This weblog will contain my random musings on a variety of topics. Many of these topics will be technology related. However, I will also post my thoughts on other topics of interest such as politics, the markets and humour.

Monday, April 12, 2004

This article appeared in today's Wall Stree Journal under the Portals column by Lee Gomes. The idea of a technology cooperative is pretty interesting and the implications for software firms are enormous. I think this type of initiative dovetails very well with the Open Source movement and will provide even more choices for corporate software users.

-kish

Avalanche Project
Is Clearing the Path
For Tech Cooperation

By LEE GOMES
Staff Reporter of THE WALL STREET JOURNAL

Co-ops have been a fact of life in U.S. agriculture for decades, with farmers banding together to solve common problems. Now, a group of computer chiefs at some of America's biggest companies are trying to do the same thing with technology.

If their Project Avalanche is a success, and it's hard to imagine it failing, it will be the biggest thing to hit the technology scene since open-source software like Linux. And just as with Linux, Avalanche threatens to be enormously disruptive to many of the tech industry's big players.

Avalanche is the brainchild of Andrew Black, head of computer operations at Jostens Inc., the people who make class rings, and Scott Lien, who holds the same post for ePredix, which does employee testing.

Both companies are in Minneapolis. Three years ago, the two men found themselves in the sort of gripe session common to their line of work. Why, they asked each other, were they writing such big checks to their software companies, but getting so little in return? Why were their in-house programming staffs writing the same sorts of custom programs written at thousands of other companies? If Detroit car makers can collaborate on research, why couldn't U.S. technology users?

The problem, they decided, was an imbalance of power between technology companies and their customers. Project Avalanche is their way of restoring that balance.

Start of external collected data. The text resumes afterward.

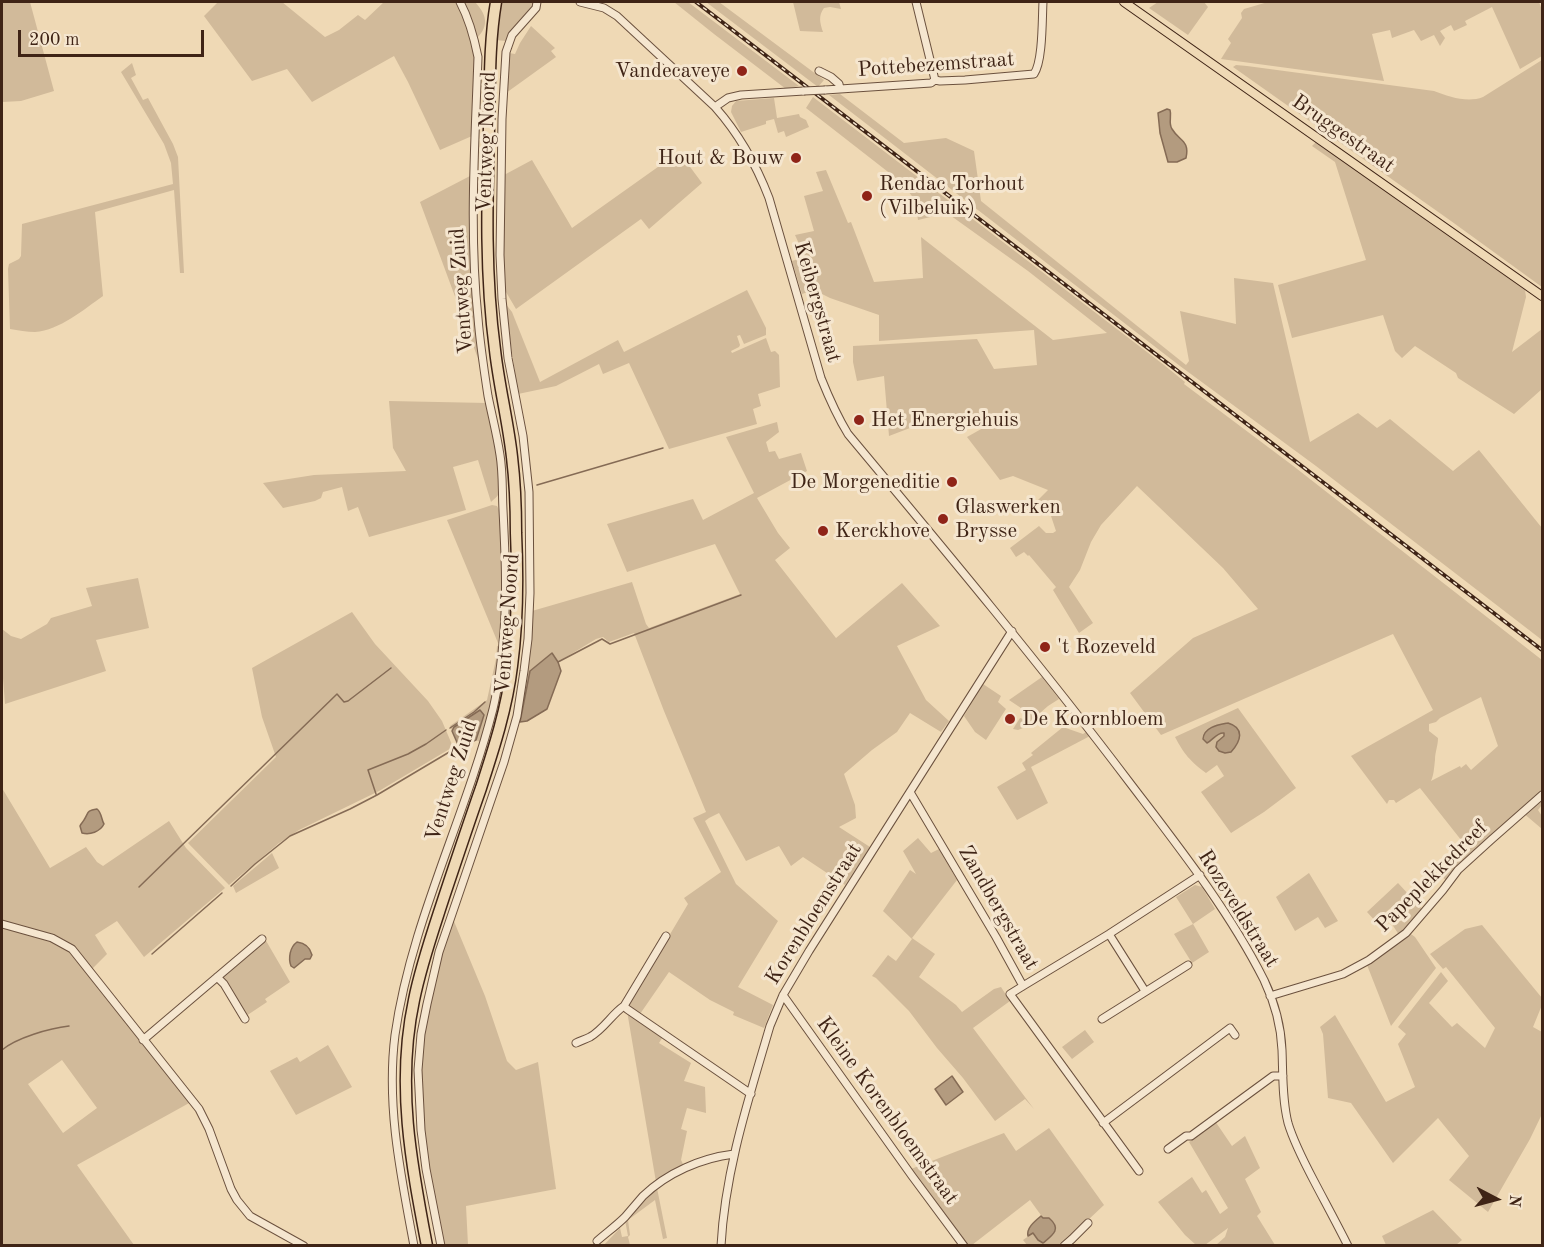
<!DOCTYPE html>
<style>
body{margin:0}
#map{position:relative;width:1544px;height:1247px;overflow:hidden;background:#efd9b5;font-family:"Old Standard TT",serif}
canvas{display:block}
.frame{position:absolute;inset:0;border:3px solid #3f2416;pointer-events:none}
.north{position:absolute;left:1466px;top:1169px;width:60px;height:60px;-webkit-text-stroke:4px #f5e6cf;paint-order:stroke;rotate:96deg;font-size:16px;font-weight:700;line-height:24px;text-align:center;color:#3f2416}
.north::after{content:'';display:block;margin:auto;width:21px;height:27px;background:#3f2416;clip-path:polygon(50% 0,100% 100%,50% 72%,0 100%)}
.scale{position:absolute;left:18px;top:30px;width:186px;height:27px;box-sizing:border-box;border:3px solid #3f2416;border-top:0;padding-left:8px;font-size:18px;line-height:21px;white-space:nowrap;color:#3f2416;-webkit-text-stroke:4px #f5e6cf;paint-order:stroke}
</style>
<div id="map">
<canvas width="1544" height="1247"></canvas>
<div class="frame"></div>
<div class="north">N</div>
<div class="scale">200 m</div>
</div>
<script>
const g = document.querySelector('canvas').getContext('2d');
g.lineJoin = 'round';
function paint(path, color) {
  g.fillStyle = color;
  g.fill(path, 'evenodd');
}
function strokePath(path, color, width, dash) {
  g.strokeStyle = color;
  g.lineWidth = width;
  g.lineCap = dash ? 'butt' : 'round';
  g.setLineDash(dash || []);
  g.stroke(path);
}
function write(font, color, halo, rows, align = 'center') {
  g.font = font + ' "Old Standard TT",serif';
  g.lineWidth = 6;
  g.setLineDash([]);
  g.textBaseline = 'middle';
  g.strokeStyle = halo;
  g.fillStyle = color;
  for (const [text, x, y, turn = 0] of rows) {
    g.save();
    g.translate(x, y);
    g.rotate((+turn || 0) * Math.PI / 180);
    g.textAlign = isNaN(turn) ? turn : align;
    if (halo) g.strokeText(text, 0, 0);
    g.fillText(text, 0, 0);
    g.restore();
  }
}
paint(new Path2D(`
 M2 2H30L54 91 21 101 2 102Z
 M218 2H282L325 37 339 30 358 15 365 20 384 2H456C462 13 467 24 471 37 479 68 473 104 472 136L440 150 408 82 394 56 312 102 287 69 252 81 204 16Z
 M464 2H475C486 14 490 25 477 38Z
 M505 2H534L530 10 516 24 506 41 495 40 498 5Z
 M674 2H688L799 86 786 89 714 34Z
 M706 2H719L824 80 818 87Z
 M793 2H839L841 9 830 7 824 8C818 16 820 23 823 32L800 31Z
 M1158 2H1204L1208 7 1188 35 1149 8Z
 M1268 2H1539L1542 10V56L1520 69 1492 7 1465 21 1467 25 1454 31 1451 25 1440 31 1445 38 1440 46 1434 35 1421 41 1414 30 1392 38 1390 30 1372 34 1384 81 1221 59 1231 43 1228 39 1242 18 1241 13 1244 9Z
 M531 26 555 48 551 51 556 57 506 93 509 53 515 54 520 43Z
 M1542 60V287L1451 221 1233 67 1236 65 1247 66 1434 91C1449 97 1468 103 1483 97Z
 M132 63 136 75 131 78 143 100 148 98 173 144 178 157 184 273H180L174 190 95 212 103 296C83 310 60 330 35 332 27 332 18 330 10 329L8 269 9 264 19 259 21 256 22 224 173 184 171 163 164 144 121 72Z
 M840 94 904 143 946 138 974 151 981 201 1186 365 1189 361 1180 311 1236 324 1234 278 1273 283 1310 442 1358 413 1377 428 1390 419 1453 471 1479 450 1542 528V640L1316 466 1180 366 829 95Z
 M813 97 1164 365 1185 382 1184 384 1292 465 1542 660V805L1538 810 1542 816V829L1522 812 1448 883 1440 874 1469 850 1420 788 1396 803 1394 800H1389L1387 804 1351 756 1433 710 1393 634 1161 735 1130 693 1193 638 1258 609 1223 568 1137 486 1101 525 1091 542 1080 570 1069 587 1093 623 1079 633 1053 590 1056 587 1029 555 1028 556 1024 552 1016 557 1010 548 1039 526 1046 533H1053L1056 531 1051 516 1037 501 1048 490 1013 476 1000 480 967 437 983 428 978 413 923 423 889 436 884 376 857 381 853 362V346L977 339 994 369 1037 365 1034 330 879 341V315L830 298 822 294 819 288 802 294 792 261 805 257 795 235 814 231 804 196 823 191 816 172 826 170 848 223 851 222 874 282 923 278 921 237 1053 340 1107 333 1028 271 947 213 918 220 915 200 901 182 806 108ZM1481 697 1498 746 1471 770 1466 764 1461 768 1460 766 1431 781C1434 774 1434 768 1435 760 1435 752 1438 746 1438 738L1429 731V724L1436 722 1440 718Z
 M774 98 777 118 799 114 800 117 806 120 809 127 786 137 784 131 778 133 774 119 766 121V124L741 132 731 112 732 106 736 101Z
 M1316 142 1525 290 1526 297 1512 352 1542 329V389L1514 414 1458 378 1456 373 1415 346 1402 358 1395 351 1383 315 1292 338 1278 285 1366 260 1335 162 1312 146Z
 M679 152 702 183 649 229 641 219 516 309 506 292 503 283 504 175 532 160 572 228Z
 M470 176C469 239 471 302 480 364L420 202Z
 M747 290 766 328V335L744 344 740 335 737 336 740 345 739 347 731 351 732 353 766 338 771 352 775 351 779 355 780 387 758 394 761 406 753 409 757 424 669 449 629 363 603 374 599 364 556 386 518 394 505 303 512 312 540 382 618 340 624 352Z
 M389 401 487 403C491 421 504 481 498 495 496 498 494 499 491 502L478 460 453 467 466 510 369 537 358 507 348 511 342 487 323 492 321 498 315 501 283 508 263 483 314 475 406 471 393 448Z
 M777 422 779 432 766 442 769 452 775 451 779 459 801 453 807 471 757 498 778 533 790 548 775 560 836 638 902 583 940 626 897 646 926 700 949 721 941 732 910 713 897 732 872 750 844 774 855 805 856 818 839 827 870 847 845 885 803 857 791 866 779 846 746 861 719 813 709 818 705 821 736 884 778 921 738 987 773 1005 764 1028 733 1015 734 1012 710 1000 669 972 640 1014 628 1005 688 904 684 898 721 872 693 818 706 812 664 711 634 633 609 642 603 637 596 639 558 662 552 653 530 671 520 722 518 721 532 611 632 582 646 624 649 628 740 594 715 544 627 572 607 524 693 499 703 520 754 493 726 437Z
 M492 505 497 506 501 514 503 596 500 644 498 643 447 520Z
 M138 578 149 628 96 640 106 671 5 704 2 665V629L11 636 21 639 47 624 51 618 92 606 86 588Z
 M352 612 375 644 428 701 442 721 453 747 379 791 299 830 279 843 229 885 188 843 276 757 262 717 252 668Z
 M497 646 500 647 493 696 480 742 476 740 484 715 454 727 452 731 450 726 487 700 496 659Z
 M1042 677 1059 699 1048 706 1023 728 1018 730 1013 729 1020 718 1023 719 1027 712 1009 700Z
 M983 684 1001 696 998 702 1006 709 986 740 975 732 964 716Z
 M1238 708 1296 788 1264 812 1231 833 1201 792 1224 776 1217 765 1206 773C1190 761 1184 754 1175 737Z
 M1063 727 1083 734 1086 732 1090 736 1031 767 1048 803 1017 820 997 787 1026 770 1022 763 1033 755 1031 753Z
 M2 788 50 868 86 847 97 862 103 866 169 821 186 848 225 888 144 957 117 921 95 935 107 954 92 969 191 1102 77 1165 134 1245H2ZM62 1060 97 1108 63 1133 28 1084Z
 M918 838 931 853 939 849 957 880 912 938 935 954 919 977 956 1005 962 1012 994 989 1001 987 1010 1001 973 1028 1034 1109 1025 1099 995 1121 963 1078 937 1048 909 1011 876 978 872 976 888 955 896 961 912 939 883 911 910 870 916 874 903 851Z
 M272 853 279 868 236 893 233 886Z
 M1309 873 1338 921 1325 928 1318 917 1295 931 1276 897Z
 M1398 883 1424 911 1399 935 1390 921H1394L1400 900 1386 912 1387 918 1378 924 1367 912Z
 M1195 885 1202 887 1215 909 1193 924 1176 897Z
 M453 919 485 996 507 1061 516 1070 538 1062 556 1189 466 1206 468 1245 444 1246C433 1186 419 1128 421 1067 421 1050 424 1033 428 1017 434 983 443 951 453 919Z
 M1193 924 1209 952 1192 963 1174 934Z
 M1482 925 1542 998V1005L1533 1027 1542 1032V1114L1530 1139 1488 1212 1449 1180 1469 1156 1438 1118 1393 1163 1351 1103 1328 1098 1323 1034 1320 1027 1335 1015 1386 1102 1415 1087 1398 1044 1406 1034 1398 1027 1441 972 1448 981 1429 1003 1452 1027 1457 1023 1485 1048 1495 1028 1446 967 1443 969 1430 954 1465 929Z
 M1411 934 1415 937 1436 968 1391 1026 1367 965C1378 957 1398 936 1411 934Z
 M265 939 290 982 265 999 267 1002 246 1016 220 977Z
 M627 1011 664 1035 659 1043 691 1063 684 1081 705 1087 706 1113 687 1108 681 1129 687 1131 681 1160 684 1166 656 1182Z
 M1085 1030 1094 1042 1072 1059 1062 1047Z
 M328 1045 352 1087 296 1115 270 1071 297 1057 300 1062Z
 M1215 1121 1232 1146 1245 1136 1260 1168 1245 1179 1261 1212 1257 1216 1275 1245H1216L1225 1237 1228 1228 1205 1245H1196L1185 1235 1158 1202 1192 1177 1202 1193 1206 1190 1220 1214 1228 1208 1189 1142Z
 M1049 1128 1104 1205 1071 1236 1058 1245H1027L1023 1240 1033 1233 1038 1240 1043 1243 1055 1232 1056 1227 1043 1218 1030 1200 972 1245H967L911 1169 1004 1133 1016 1151Z
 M657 1188 667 1238 663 1239 655 1200 628 1220 630 1235 628 1237 630 1245 603 1246 620 1228 622 1237 628 1236 625 1220Z
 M1433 1210 1462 1240 1456 1245H1386L1382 1236Z`), '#d1ba9a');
const water = new Path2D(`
 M1167 109 1170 110C1172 116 1168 123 1172 129 1179 141 1190 140 1186 158L1177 162H1168L1160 133 1158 113Z
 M552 653 558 662 561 671 547 709 527 721 520 722 530 671Z
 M480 710 484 715 476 740 459 747 452 731 454 727Z
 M1228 723C1245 728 1241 741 1231 752L1225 753 1219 751 1216 747 1217 742 1224 736V733C1217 732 1213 740 1207 743L1203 739C1204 727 1218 725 1228 723Z
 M97 809C102 813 101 819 104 824 100 832 90 835 82 833L80 826C81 823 83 822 84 820 89 812 86 811 97 809Z
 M297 942C305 943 310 947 312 955L310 959H305L294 968 291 966C288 958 290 947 297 942Z
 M952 1076 963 1092 946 1105 935 1089Z
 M1041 1216 1043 1218H1049C1062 1229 1053 1235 1043 1243L1038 1240 1033 1233 1028 1236C1026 1228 1035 1221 1041 1216Z`);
paint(water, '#b39b7f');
strokePath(water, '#856b55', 1.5);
strokePath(new Path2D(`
 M537 485 663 448
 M558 662 602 639 610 644 741 595
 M450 728 474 712 485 702
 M376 794 368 770 408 754 426 744 446 730
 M231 886 255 864 290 836 350 809 377 795 451 751
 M139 887 337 694 344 702 348 701 391 668
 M152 954 222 893
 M2 1050C16 1038 50 1028 69 1026`), '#856b55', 1.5);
const minor = new Path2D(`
 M580 2 604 8 617 16 715 107C739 134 756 164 769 198L821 378C829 398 837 416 848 434 944 549 1040 664 1130 783 1178 846 1228 909 1264 980 1274 1001 1281 1027 1282 1050 1283 1074 1282 1099 1288 1123 1294 1143 1304 1162 1314 1181 1325 1202 1337 1224 1348 1246
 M916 2 935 80
 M819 71 831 77 839 84 840 89
 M825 90 931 83 935 80 940 81 965 80 1034 74C1043 61 1042 19 1043 2
 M715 107 728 98 741 95 804 91
 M910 792 996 937 1023 986 1109 934 1200 875
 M2 924 52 938 72 949 199 1109 209 1129 231 1189 237 1200 250 1216 304 1246
 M1109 934 1145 991
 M217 977 224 984 245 1019
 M1023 986 1010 994 1139 1171
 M783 995 912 1176 964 1246
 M1270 996 1343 974 1369 960 1406 933 1443 890 1458 870 1491 840 1542 795
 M624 1006 666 936
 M1102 1019 1188 965
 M143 1040 262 939
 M576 1043C580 1041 586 1039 590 1037 604 1029 612 1014 624 1006L627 1009 751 1094
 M1103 1123 1230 1028 1235 1035
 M1168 1149 1186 1136H1191L1273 1076H1283
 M597 1241C606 1233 616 1226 625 1217 631 1210 637 1203 643 1196 667 1173 701 1158 734 1154
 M414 1246C401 1176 386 1106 395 1035 411 922 465 819 493 709 499 684 502 657 504 631 507 591 505 550 503 510 502 492 503 473 500 455 497 435 492 416 488 396 484 370 480 344 478 318 469 231 475 144 478 57 474 37 469 19 460 2
 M441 1246 426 1169 421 1130 418 1070 421 1034 427 1004 439 952 504 762 517 716 524 671 528 639 530 593 529 492 523 436 508 358 502 299 500 255 502 119 506 52 512 35 536 8 537 2
 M721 1246C725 1170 749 1098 770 1026L783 995 809 951 1012 631
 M1064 1246 1072 1239 1088 1223`);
const major = new Path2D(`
 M1124 2 1542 296`);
const highway = new Path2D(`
 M427 1246C411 1163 396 1084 414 1000 421 965 433 931 444 897 456 861 468 825 481 788 494 748 507 708 512 666 518 621 518 577 516 533 516 507 515 482 512 457 508 421 499 386 495 350 485 276 487 202 489 128 490 86 489 43 496 2`);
strokePath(minor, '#6b513e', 9);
strokePath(major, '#3f2416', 10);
strokePath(highway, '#3f2416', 13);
strokePath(minor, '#f5e6cf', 7);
strokePath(major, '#efd9b5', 8);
strokePath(highway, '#efd9b5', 10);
const rail = new Path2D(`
 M696 2 1542 650`);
strokePath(rail, '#3f2416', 4);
strokePath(rail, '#f5e6cf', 1.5, [4.5]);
const minorBridge = new Path2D(`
 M804 91 825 90`);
strokePath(minorBridge, '#6b513e', 9, []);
strokePath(minorBridge, '#f5e6cf', 7);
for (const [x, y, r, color] of [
 [742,71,6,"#8f2418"],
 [796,158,6,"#8f2418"],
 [867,196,6,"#8f2418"],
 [859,420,6,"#8f2418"],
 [952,482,6,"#8f2418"],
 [943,519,6,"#8f2418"],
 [823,531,6,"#8f2418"],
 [1045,647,6,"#8f2418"],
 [1010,719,6,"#8f2418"]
]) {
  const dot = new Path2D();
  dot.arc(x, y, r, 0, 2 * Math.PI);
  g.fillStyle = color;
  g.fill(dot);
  strokePath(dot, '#f5e6cf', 2);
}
write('21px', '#3f2416', '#f5e6cf', [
 ["Pottebezemstraat",936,65,-4],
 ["Bruggestraat",1343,134,35],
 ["Ventweg Noord",487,142,-88],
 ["Ventweg Zuid",462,291,-94],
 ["Keibergstraat",817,302,74],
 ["Ventweg Noord",508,624,-86],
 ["Ventweg Zuid",452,781,-72],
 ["Papeplekkedreef",1432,877,-45],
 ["Zandbergstraat",998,908,60],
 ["Rozeveldstraat",1238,909,58],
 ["Korenbloemstraat",814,914,-58],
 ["Kleine Korenbloemstraat",887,1111,54]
]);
write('21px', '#3f2416', '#f5e6cf', [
 ["Vandecaveye",730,71,"right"],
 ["Hout & Bouw",784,158,"right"],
 ["Rendac Torhout",879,184],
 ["(Vilbeluik)",879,208],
 ["Het Energiehuis",871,420],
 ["De Morgeneditie",940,482,"right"],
 ["Glaswerken",955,507],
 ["Brysse",955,531],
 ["Kerckhove",835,531],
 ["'t Rozeveld",1057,647],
 ["De Koornbloem",1022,719]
], 'left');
</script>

Avalanche is a legally constituted intellectual-property cooperative. Companies pay $30,000 a year to become members. They can then donate any in-house software they choose to the Avalanche library, with the project becoming the legal owner of the code. Project members get to use, free of charge, any of the other programs in the library.

While just a few weeks out of the chute, Avalanche already has some impressive sponsors, including tier-one names like Best Buy, Cargill and Medtronic. The group has a board of directors and full-time CEO, Jay Hansen, a former IT consultant. Its Web site is www.avalanchecorporatetechnology.com. Maybe it will buy itself a shorter URL one of these days.

Mr. Black says most of the past three years have been spent ironing out legal issues to immunize companies from the risks associated with either giving their software to Avalanche or using programs they get from it.

One of the first software donations to Avalanche was from Best Buy. It is a piece of so-called plumbing software called AppTalk that allows programs to communicate with each other. It may not be sexy stuff, but it took Best Buy about 100 programmer-years to write it.

John Schmidt, the Best Buy executive in charge of AppTalk, says his company was willing to give it away because it expects to benefit from the additional improvements made to the program from the others using it. Those improvements could also be donated back to the Avalanche library, a technique common in the open-source software world.

While many of the programs donated to Project Avalanche will work with Linux, it isn't a precondition. Avalanche takes all kinds of software, including programs that work with Windows. Members, says Mr. Hansen, aren't expected to give away any in-house software that gives their companies a unique competitive advantage.

So what exactly is so threatening about this effort to big software companies? Just listen to the plans the men have for the group.

Suppose, says Mr. Lien, that some Avalanche members chipped in money to create custom software to run their call centers? Any other Avalanche member would then be able to use the code -- and wouldn't have to write checks for millions of dollars to Siebel Systems, which makes much of its money on these sorts of programs.

Or, asks Mr. Black, what if Avalanche members collaborated on a foolproof collection of open-source programs that could be used on their corporate desktops instead of the Windows and Office combinations from Microsoft? Mr. Black grumbles about having to pay Microsoft hundreds of dollars a year per employee for programs like word processing and spreadsheets, which he says should be commodities by now.

The men say U.S. companies have all sorts of talented programmers on staff, and could easily match, or exceed, the quality of the code from the best-known software companies. Their ultimate goal is to allow companies to spend less of their time and money on fairly generic software, much of which brings no specific business advantage, and more working on projects that will bring clear benefits to their business.

Because large corporations like those in Avalanche are the biggest customers of software companies, any shift like this would have enormous repercussions. The last thing any company wants is to have its customers banding together.

As residents of Minnesota, Mr. Black and Mr. Lien know their snow, and they say the name of their project was carefully chosen. An avalanche isn't only unstoppable, it also either buries everything in its path or carries everything along. Software companies may soon be needing to choose their fate.